#### Information shown

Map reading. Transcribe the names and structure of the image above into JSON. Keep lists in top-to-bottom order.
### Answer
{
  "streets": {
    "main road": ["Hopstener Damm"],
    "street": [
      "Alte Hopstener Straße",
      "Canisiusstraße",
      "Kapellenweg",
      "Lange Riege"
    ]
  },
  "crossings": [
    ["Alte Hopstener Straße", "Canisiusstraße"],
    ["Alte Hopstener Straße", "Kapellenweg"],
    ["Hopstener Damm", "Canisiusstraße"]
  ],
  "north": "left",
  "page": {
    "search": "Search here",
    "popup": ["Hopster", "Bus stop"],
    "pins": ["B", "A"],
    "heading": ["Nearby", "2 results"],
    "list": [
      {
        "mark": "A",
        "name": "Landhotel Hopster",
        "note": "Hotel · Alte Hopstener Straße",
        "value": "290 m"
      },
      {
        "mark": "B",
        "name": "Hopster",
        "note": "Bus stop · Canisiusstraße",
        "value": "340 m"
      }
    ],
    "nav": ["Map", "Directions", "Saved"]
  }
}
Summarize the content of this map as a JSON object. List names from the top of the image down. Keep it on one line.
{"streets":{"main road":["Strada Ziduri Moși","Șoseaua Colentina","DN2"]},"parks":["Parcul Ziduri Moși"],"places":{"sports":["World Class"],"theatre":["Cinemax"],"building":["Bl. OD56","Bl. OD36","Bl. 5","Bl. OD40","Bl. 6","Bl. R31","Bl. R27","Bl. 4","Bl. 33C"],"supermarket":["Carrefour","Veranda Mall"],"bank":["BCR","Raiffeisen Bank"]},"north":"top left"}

########

Work to complete: Please return the full listing exactly as it appears.

Solved problem:
Map reading. Transcribe the names and structure of the image above into JSON. Keep lists in top-to-bottom order.
### Answer
{
  "streets": {
    "main road": ["Hopstener Damm"],
    "street": [
      "Alte Hopstener Straße",
      "Canisiusstraße",
      "Kapellenweg",
      "Lange Riege"
    ]
  },
  "crossings": [
    ["Alte Hopstener Straße", "Canisiusstraße"],
    ["Alte Hopstener Straße", "Kapellenweg"],
    ["Hopstener Damm", "Canisiusstraße"]
  ],
  "north": "left",
  "page": {
    "search": "Search here",
    "popup": ["Hopster", "Bus stop"],
    "pins": ["B", "A"],
    "heading": ["Nearby", "2 results"],
    "list": [
      {
        "mark": "A",
        "name": "Landhotel Hopster",
        "note": "Hotel · Alte Hopstener Straße",
        "value": "290 m"
      },
      {
        "mark": "B",
        "name": "Hopster",
        "note": "Bus stop · Canisiusstraße",
        "value": "340 m"
      }
    ],
    "nav": ["Map", "Directions", "Saved"]
  }
}
Summarize the content of this map as a JSON object. List names from the top of the image down. Keep it on one line.
{"streets":{"main road":["Strada Ziduri Moși","Șoseaua Colentina","DN2"]},"parks":["Parcul Ziduri Moși"],"places":{"sports":["World Class"],"theatre":["Cinemax"],"building":["Bl. OD56","Bl. OD36","Bl. 5","Bl. OD40","Bl. 6","Bl. R31","Bl. R27","Bl. 4","Bl. 33C"],"supermarket":["Carrefour","Veranda Mall"],"bank":["BCR","Raiffeisen Bank"]},"north":"top left"}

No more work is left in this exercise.